*** Supplied records ***
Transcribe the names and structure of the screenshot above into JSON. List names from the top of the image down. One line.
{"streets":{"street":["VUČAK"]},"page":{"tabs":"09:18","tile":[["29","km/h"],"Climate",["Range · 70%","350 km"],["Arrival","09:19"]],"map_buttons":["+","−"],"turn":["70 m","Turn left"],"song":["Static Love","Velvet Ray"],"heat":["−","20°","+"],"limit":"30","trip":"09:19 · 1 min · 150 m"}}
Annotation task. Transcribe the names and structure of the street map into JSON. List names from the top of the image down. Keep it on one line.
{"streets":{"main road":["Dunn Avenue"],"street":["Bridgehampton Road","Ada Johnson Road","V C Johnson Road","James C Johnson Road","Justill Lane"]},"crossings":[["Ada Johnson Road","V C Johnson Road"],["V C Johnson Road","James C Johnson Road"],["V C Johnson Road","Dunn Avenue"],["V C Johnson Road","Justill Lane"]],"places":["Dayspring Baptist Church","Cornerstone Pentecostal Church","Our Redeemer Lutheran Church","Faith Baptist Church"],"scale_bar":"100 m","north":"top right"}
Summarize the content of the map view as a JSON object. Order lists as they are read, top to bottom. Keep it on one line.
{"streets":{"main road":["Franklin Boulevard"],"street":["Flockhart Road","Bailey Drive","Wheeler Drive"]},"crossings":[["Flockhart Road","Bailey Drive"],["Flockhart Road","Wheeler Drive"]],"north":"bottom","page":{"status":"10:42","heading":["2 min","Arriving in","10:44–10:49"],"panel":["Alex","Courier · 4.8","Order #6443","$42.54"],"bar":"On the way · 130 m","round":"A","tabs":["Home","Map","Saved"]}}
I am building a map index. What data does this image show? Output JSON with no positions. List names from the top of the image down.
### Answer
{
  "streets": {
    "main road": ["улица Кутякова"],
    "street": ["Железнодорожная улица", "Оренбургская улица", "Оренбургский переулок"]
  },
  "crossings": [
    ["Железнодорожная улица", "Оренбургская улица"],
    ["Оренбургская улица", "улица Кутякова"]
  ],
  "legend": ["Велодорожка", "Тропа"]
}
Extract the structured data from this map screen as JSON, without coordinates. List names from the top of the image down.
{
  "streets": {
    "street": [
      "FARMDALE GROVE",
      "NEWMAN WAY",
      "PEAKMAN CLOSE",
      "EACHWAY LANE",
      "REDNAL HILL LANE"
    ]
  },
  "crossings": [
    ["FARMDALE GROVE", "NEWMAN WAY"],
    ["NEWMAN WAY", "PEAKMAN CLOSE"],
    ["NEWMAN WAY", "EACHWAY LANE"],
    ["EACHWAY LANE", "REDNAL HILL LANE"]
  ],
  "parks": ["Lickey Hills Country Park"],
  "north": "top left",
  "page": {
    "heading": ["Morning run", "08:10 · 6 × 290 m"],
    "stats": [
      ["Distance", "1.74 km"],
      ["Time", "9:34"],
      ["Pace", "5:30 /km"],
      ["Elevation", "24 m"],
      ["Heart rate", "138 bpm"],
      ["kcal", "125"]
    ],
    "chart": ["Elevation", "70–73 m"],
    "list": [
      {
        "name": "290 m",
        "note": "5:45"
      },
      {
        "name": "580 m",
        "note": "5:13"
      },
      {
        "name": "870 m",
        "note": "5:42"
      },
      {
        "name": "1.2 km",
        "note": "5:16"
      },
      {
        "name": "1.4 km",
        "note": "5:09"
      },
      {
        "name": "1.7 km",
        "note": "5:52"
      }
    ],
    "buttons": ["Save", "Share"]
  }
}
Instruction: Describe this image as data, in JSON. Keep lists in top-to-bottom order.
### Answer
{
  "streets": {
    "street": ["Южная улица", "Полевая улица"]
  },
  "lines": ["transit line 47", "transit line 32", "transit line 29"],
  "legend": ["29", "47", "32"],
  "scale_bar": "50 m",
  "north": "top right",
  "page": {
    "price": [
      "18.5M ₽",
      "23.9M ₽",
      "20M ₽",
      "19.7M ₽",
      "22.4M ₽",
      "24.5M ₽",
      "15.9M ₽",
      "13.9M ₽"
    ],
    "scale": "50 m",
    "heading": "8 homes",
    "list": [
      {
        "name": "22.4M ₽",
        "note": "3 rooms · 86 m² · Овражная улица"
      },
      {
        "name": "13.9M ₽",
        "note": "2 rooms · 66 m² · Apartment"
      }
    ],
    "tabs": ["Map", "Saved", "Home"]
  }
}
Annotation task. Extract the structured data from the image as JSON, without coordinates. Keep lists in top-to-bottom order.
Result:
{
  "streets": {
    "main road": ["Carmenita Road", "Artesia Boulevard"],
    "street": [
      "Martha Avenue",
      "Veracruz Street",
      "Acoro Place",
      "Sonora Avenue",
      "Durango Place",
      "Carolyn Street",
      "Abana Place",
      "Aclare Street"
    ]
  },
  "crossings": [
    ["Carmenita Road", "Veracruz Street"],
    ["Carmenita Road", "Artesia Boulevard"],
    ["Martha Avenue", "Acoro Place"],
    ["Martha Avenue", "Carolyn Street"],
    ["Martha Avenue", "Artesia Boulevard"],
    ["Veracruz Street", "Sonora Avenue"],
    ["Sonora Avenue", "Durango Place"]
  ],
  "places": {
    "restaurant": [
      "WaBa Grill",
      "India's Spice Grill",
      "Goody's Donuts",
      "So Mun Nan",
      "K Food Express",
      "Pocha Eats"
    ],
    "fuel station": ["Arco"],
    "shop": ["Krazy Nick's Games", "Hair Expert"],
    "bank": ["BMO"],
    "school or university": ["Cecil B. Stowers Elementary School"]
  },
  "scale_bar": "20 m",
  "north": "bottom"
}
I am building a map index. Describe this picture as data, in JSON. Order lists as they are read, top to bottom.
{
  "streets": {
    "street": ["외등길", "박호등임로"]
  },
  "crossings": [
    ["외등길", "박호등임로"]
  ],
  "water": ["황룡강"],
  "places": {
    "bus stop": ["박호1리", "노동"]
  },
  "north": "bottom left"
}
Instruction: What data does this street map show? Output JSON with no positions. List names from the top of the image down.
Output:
***
[Task details] Determine the number of lines in the entries that contain "Output", then write that number alone.

[The completed task] 3